TASK TO CARRY OUT: Ignoring the pictures, copy the data exactly.

Collected data:
· · ·

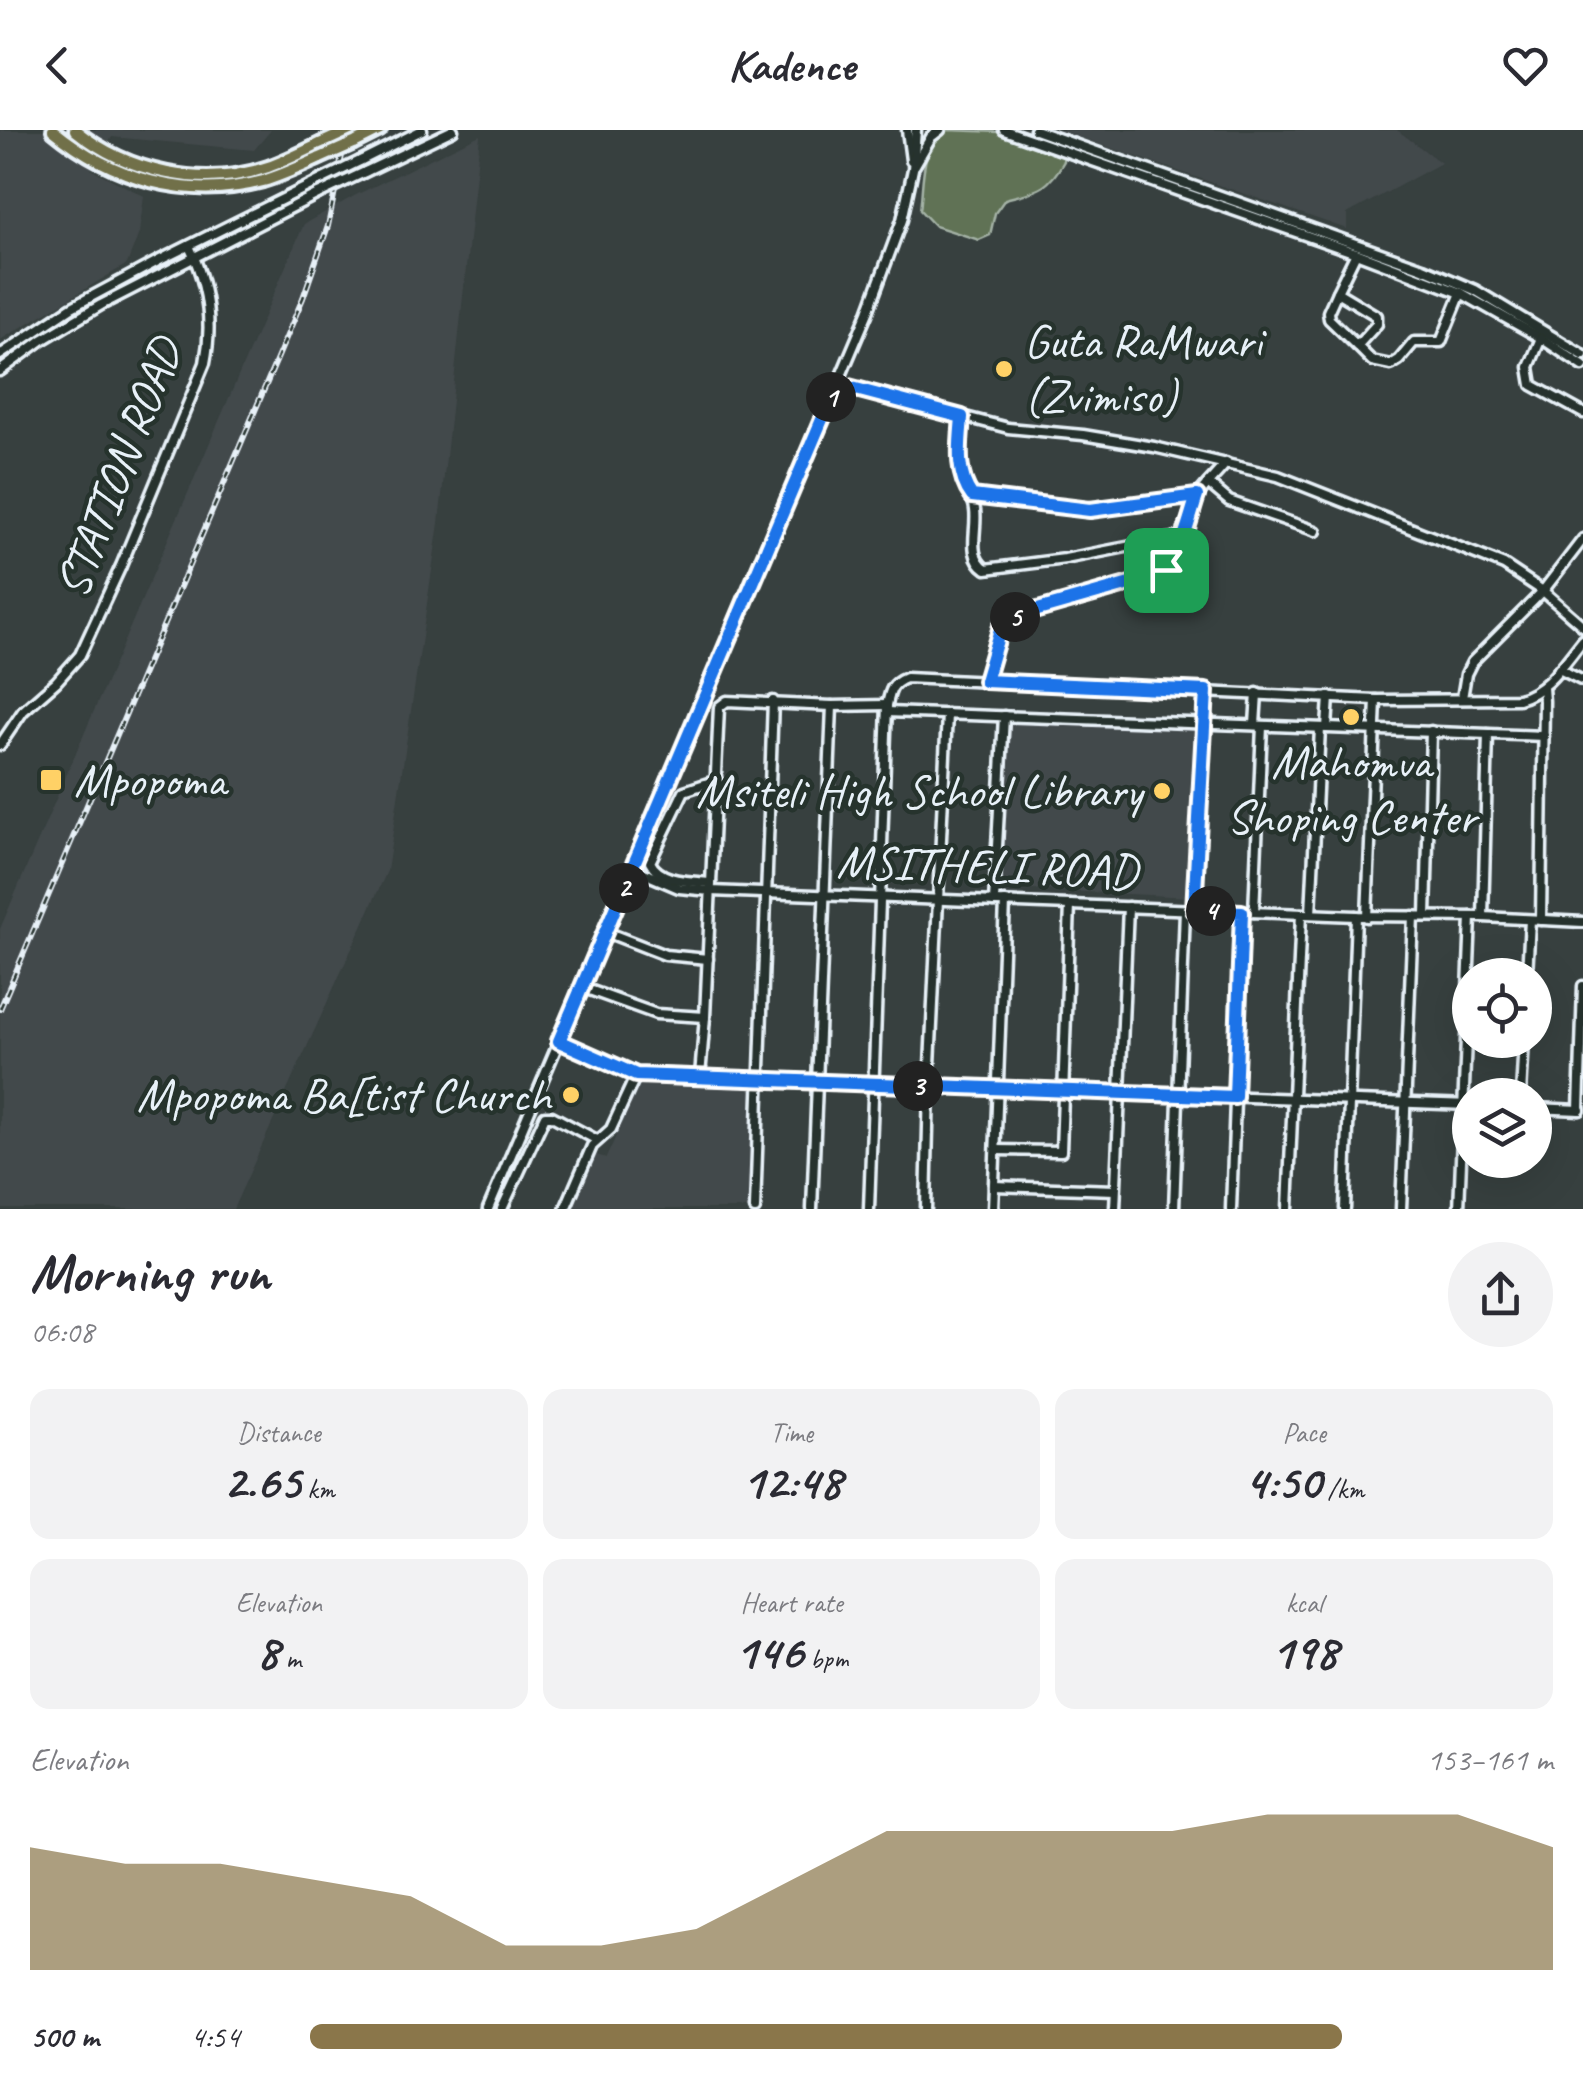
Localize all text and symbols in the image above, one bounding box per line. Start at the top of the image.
text: Kadence [728,37,855,94]
icon: back [30,38,85,93]
icon: heart [1498,38,1553,93]
place label: Guta RaMwari (Zvimiso) [1024,311,1267,426]
street label: STATION ROAD [41,326,196,606]
marker: Guta RaMwari (Zvimiso) [993,358,1015,380]
pin: 1 [806,372,856,422]
text: 1 [825,379,837,414]
pin [1124,528,1209,613]
icon: arrive [1139,543,1194,598]
pin: 5 [990,592,1040,642]
text: 5 [1009,599,1021,634]
marker: Mahomva Shoping Center [1340,706,1362,728]
place label: Mahomva Shoping Center [1226,732,1480,847]
place label: Mpopoma [74,750,230,810]
place label: Msiteli High School Library [696,761,1146,821]
marker: Mpopoma [38,767,64,793]
marker: Msiteli High School Library [1151,780,1173,802]
street label: MSITHELI ROAD [836,831,1142,901]
pin: 2 [599,863,649,913]
text: 2 [618,870,630,905]
pin: 4 [1186,886,1236,936]
text: 4 [1205,893,1217,928]
map controls [1452,958,1552,1178]
button: locate [1452,958,1552,1058]
pin: 3 [893,1061,943,1111]
place label: Mpopoma Ba[tist Church [137,1065,554,1125]
text: 3 [912,1068,924,1103]
button: layers [1452,1078,1552,1178]
marker: Mpopoma Ba[tist Church [560,1084,582,1106]
text: Morning run [30,1238,270,1308]
button: share [1448,1242,1553,1347]
text: 06:08 [30,1311,94,1352]
text: Distance [237,1415,321,1450]
text: Time [770,1415,813,1450]
text: Pace [1283,1415,1326,1450]
text: 2.65 [223,1450,301,1513]
text: 12:48 [742,1450,841,1513]
text: 4:50 [1244,1450,1321,1513]
text: km [301,1471,335,1506]
text: /km [1321,1471,1364,1506]
text: Elevation [236,1585,322,1620]
text: Heart rate [740,1585,843,1620]
text: kcal [1286,1585,1323,1620]
text: 8 [256,1620,279,1683]
text: 146 [735,1620,803,1683]
text: 198 [1271,1620,1338,1683]
text: m [279,1641,301,1676]
text: bpm [803,1641,848,1676]
text: Elevation [30,1739,128,1780]
text: 153–161 m [1427,1739,1553,1780]
text: 500 m [30,2016,99,2057]
text: 4:54 [190,2016,240,2057]

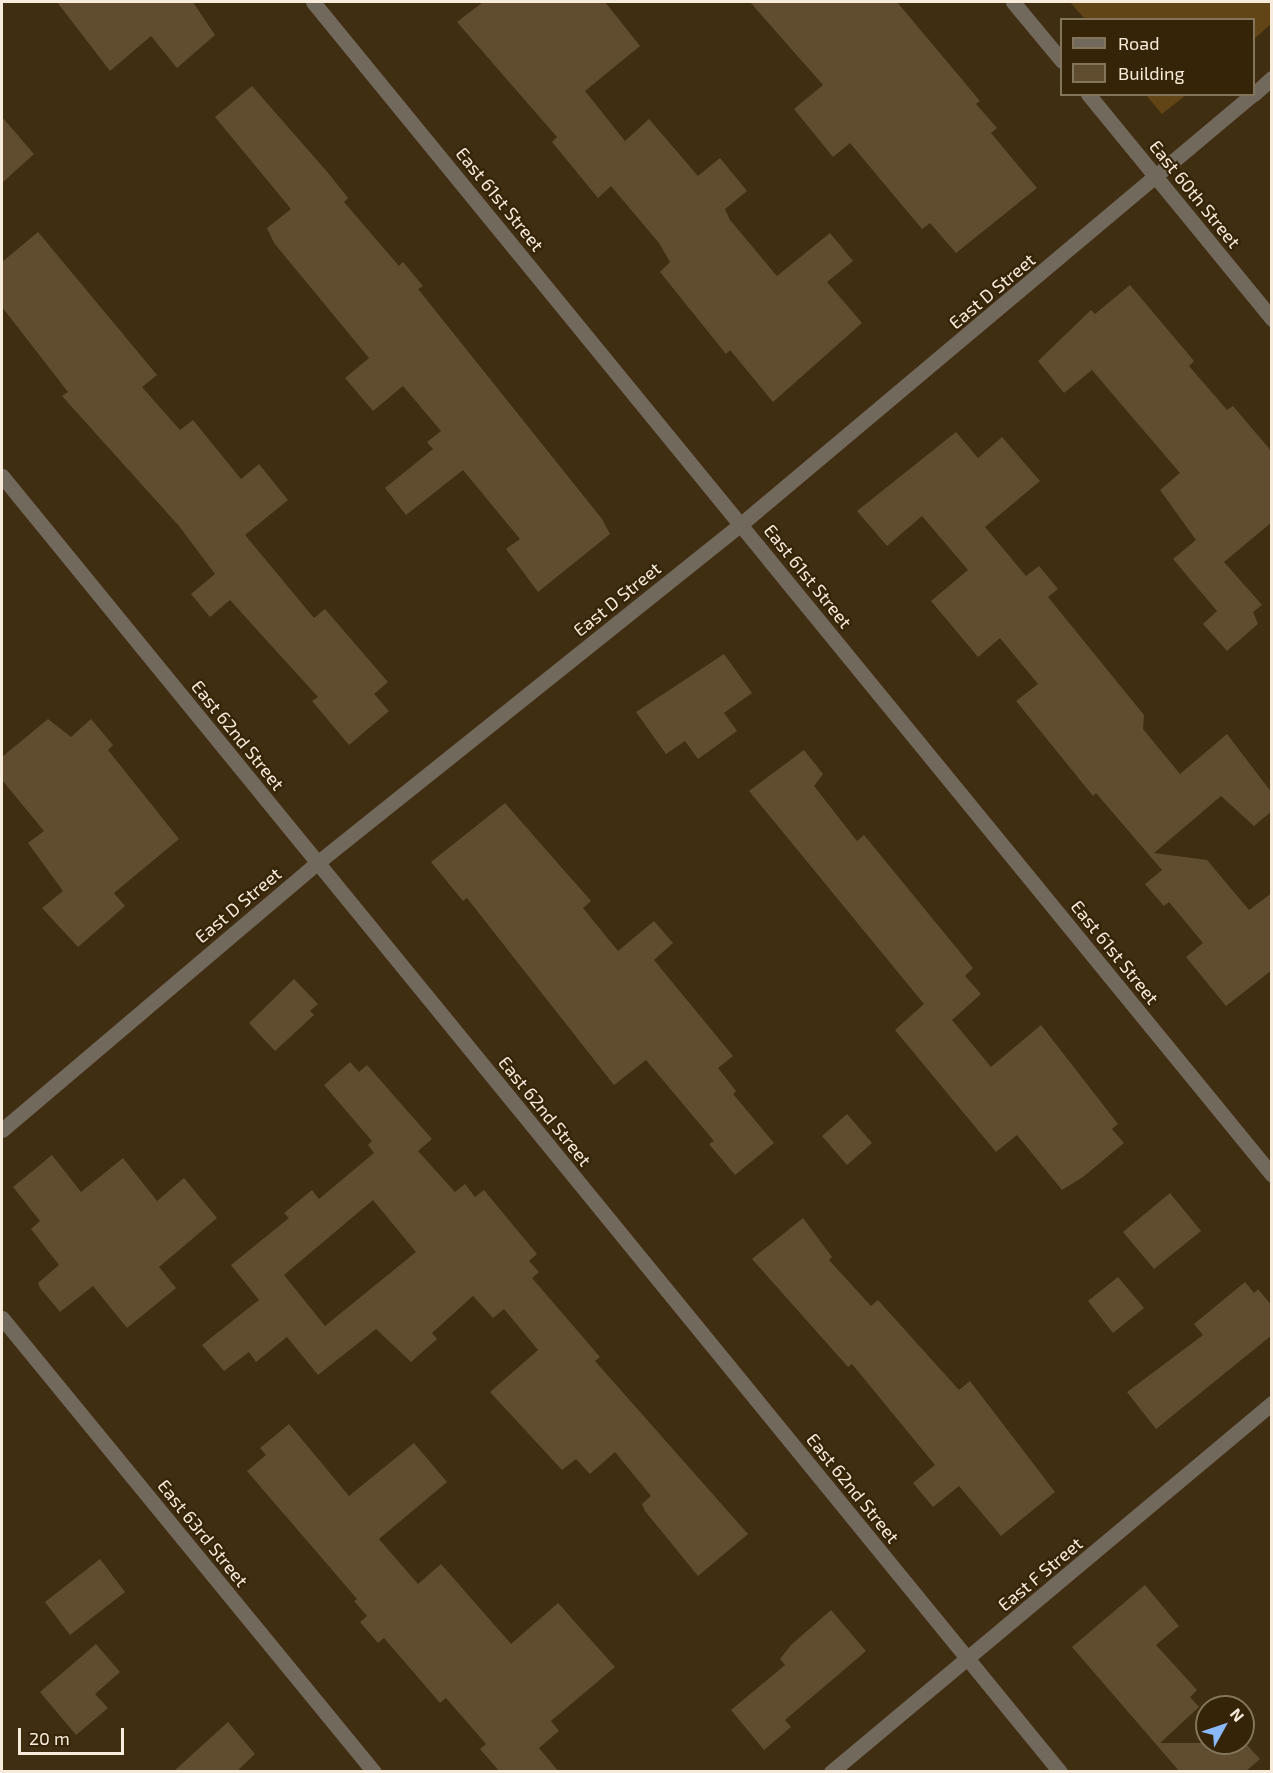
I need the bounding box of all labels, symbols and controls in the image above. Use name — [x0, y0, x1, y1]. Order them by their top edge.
legend — [1060, 18, 1255, 96]
text: Road — [1118, 32, 1159, 54]
text: Building — [1118, 62, 1185, 84]
street label: East 60th Street — [1145, 136, 1245, 252]
street label: East 61st Street — [451, 143, 549, 255]
street label: East D Street — [944, 249, 1040, 333]
street label: East 61st Street — [759, 520, 857, 632]
street label: East D Street — [569, 557, 665, 641]
street label: East 62nd Street — [187, 676, 289, 794]
street label: East D Street — [190, 863, 286, 947]
street label: East 61st Street — [1066, 896, 1164, 1008]
street label: East 62nd Street — [494, 1052, 596, 1170]
street label: East 62nd Street — [802, 1429, 904, 1547]
street label: East 63rd Street — [153, 1475, 253, 1591]
street label: East F Street — [993, 1532, 1087, 1616]
north arrow — [1195, 1695, 1255, 1755]
text: N — [1227, 1704, 1249, 1725]
scale bar — [21, 1716, 128, 1754]
text: 20 m — [29, 1727, 70, 1749]

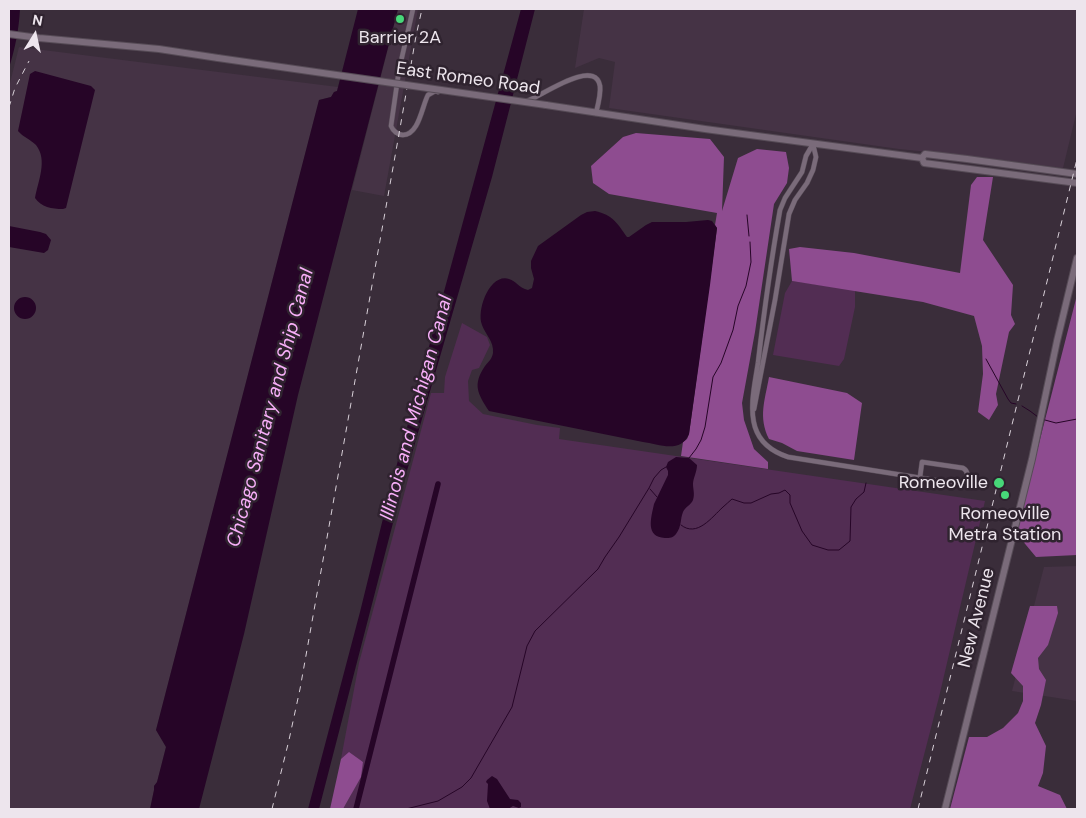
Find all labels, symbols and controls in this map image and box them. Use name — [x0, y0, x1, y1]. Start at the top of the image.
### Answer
north arrow — [10, 10, 60, 60]
text: N — [31, 10, 44, 30]
marker: Barrier 2A — [394, 13, 406, 25]
place label: Barrier 2A — [359, 27, 441, 49]
street label: East Romeo Road — [395, 58, 541, 100]
water label: Chicago Sanitary and Ship Canal — [223, 266, 319, 550]
water label: Illinois and Michigan Canal — [376, 293, 458, 523]
place label: Romeoville — [899, 472, 988, 494]
marker: Romeoville — [992, 476, 1006, 490]
marker: Romeoville Metra Station — [999, 489, 1011, 501]
place label: Romeoville Metra Station — [949, 503, 1061, 546]
street label: New Avenue — [954, 566, 1000, 670]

· · ·

OUTPUT OF THE EXERCISE:
Localize all text and symbols in the image above, one bounding box per line. Start at the top of the image.
text: Kadence [728,37,855,94]
icon: back [30,38,85,93]
icon: heart [1498,38,1553,93]
place label: Guta RaMwari (Zvimiso) [1024,311,1267,426]
street label: STATION ROAD [41,326,196,606]
marker: Guta RaMwari (Zvimiso) [993,358,1015,380]
pin: 1 [806,372,856,422]
text: 1 [825,379,837,414]
pin [1124,528,1209,613]
icon: arrive [1139,543,1194,598]
pin: 5 [990,592,1040,642]
text: 5 [1009,599,1021,634]
marker: Mahomva Shoping Center [1340,706,1362,728]
place label: Mahomva Shoping Center [1226,732,1480,847]
place label: Mpopoma [74,750,230,810]
place label: Msiteli High School Library [696,761,1146,821]
marker: Mpopoma [38,767,64,793]
marker: Msiteli High School Library [1151,780,1173,802]
street label: MSITHELI ROAD [836,831,1142,901]
pin: 2 [599,863,649,913]
text: 2 [618,870,630,905]
pin: 4 [1186,886,1236,936]
text: 4 [1205,893,1217,928]
map controls [1452,958,1552,1178]
button: locate [1452,958,1552,1058]
pin: 3 [893,1061,943,1111]
place label: Mpopoma Ba[tist Church [137,1065,554,1125]
text: 3 [912,1068,924,1103]
button: layers [1452,1078,1552,1178]
marker: Mpopoma Ba[tist Church [560,1084,582,1106]
text: Morning run [30,1238,270,1308]
button: share [1448,1242,1553,1347]
text: 06:08 [30,1311,94,1352]
text: Distance [237,1415,321,1450]
text: Time [770,1415,813,1450]
text: Pace [1283,1415,1326,1450]
text: 2.65 [223,1450,301,1513]
text: 12:48 [742,1450,841,1513]
text: 4:50 [1244,1450,1321,1513]
text: km [301,1471,335,1506]
text: /km [1321,1471,1364,1506]
text: Elevation [236,1585,322,1620]
text: Heart rate [740,1585,843,1620]
text: kcal [1286,1585,1323,1620]
text: 8 [256,1620,279,1683]
text: 146 [735,1620,803,1683]
text: 198 [1271,1620,1338,1683]
text: m [279,1641,301,1676]
text: bpm [803,1641,848,1676]
text: Elevation [30,1739,128,1780]
text: 153–161 m [1427,1739,1553,1780]
text: 500 m [30,2016,99,2057]
text: 4:54 [190,2016,240,2057]

I need the bounding box of all labels, symbols and controls in the image above. Use name — [x0, y0, x1, y1]. Order them by their top edge.
legend — [1060, 18, 1255, 96]
text: Road — [1118, 32, 1159, 54]
text: Building — [1118, 62, 1185, 84]
street label: East 60th Street — [1145, 136, 1245, 252]
street label: East 61st Street — [451, 143, 549, 255]
street label: East D Street — [944, 249, 1040, 333]
street label: East 61st Street — [759, 520, 857, 632]
street label: East D Street — [569, 557, 665, 641]
street label: East 62nd Street — [187, 676, 289, 794]
street label: East D Street — [190, 863, 286, 947]
street label: East 61st Street — [1066, 896, 1164, 1008]
street label: East 62nd Street — [494, 1052, 596, 1170]
street label: East 62nd Street — [802, 1429, 904, 1547]
street label: East 63rd Street — [153, 1475, 253, 1591]
street label: East F Street — [993, 1532, 1087, 1616]
north arrow — [1195, 1695, 1255, 1755]
text: N — [1227, 1704, 1249, 1725]
scale bar — [21, 1716, 128, 1754]
text: 20 m — [29, 1727, 70, 1749]

Find all labels, symbols and controls in this map image and box them. Use name — [x0, y0, x1, y1]. Start at the top of the image.
### Answer
north arrow — [10, 10, 60, 60]
text: N — [31, 10, 44, 30]
marker: Barrier 2A — [394, 13, 406, 25]
place label: Barrier 2A — [359, 27, 441, 49]
street label: East Romeo Road — [395, 58, 541, 100]
water label: Chicago Sanitary and Ship Canal — [223, 266, 319, 550]
water label: Illinois and Michigan Canal — [376, 293, 458, 523]
place label: Romeoville — [899, 472, 988, 494]
marker: Romeoville — [992, 476, 1006, 490]
marker: Romeoville Metra Station — [999, 489, 1011, 501]
place label: Romeoville Metra Station — [949, 503, 1061, 546]
street label: New Avenue — [954, 566, 1000, 670]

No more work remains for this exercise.